_INPUT DATA:_
============================================================

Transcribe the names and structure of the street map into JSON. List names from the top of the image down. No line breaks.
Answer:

============================================================

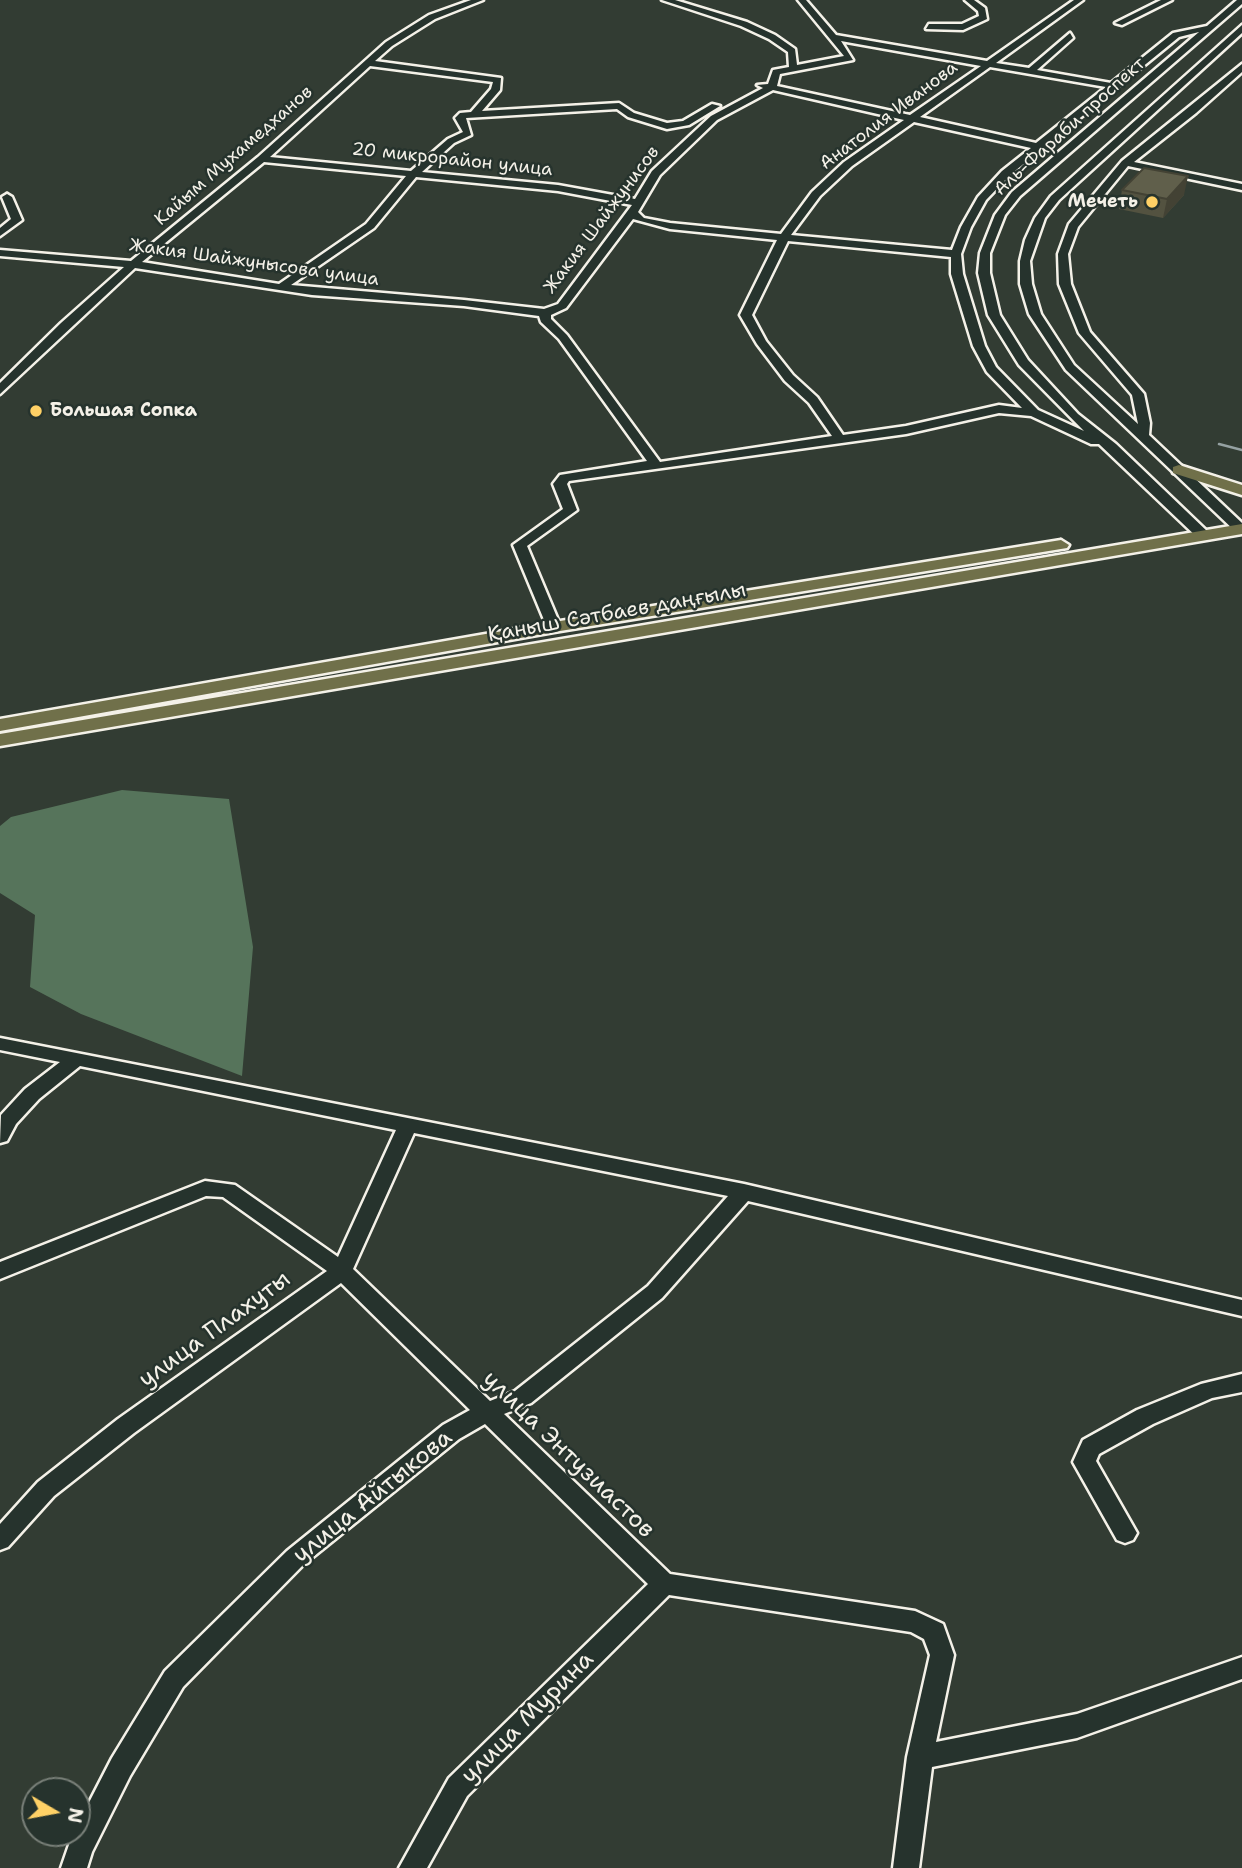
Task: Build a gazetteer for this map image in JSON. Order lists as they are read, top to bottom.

============================================================

_ACTIVITY:_
Across the entries above, how many lines contain "image"? Provide only the count.

_ANSWER AREA:_
2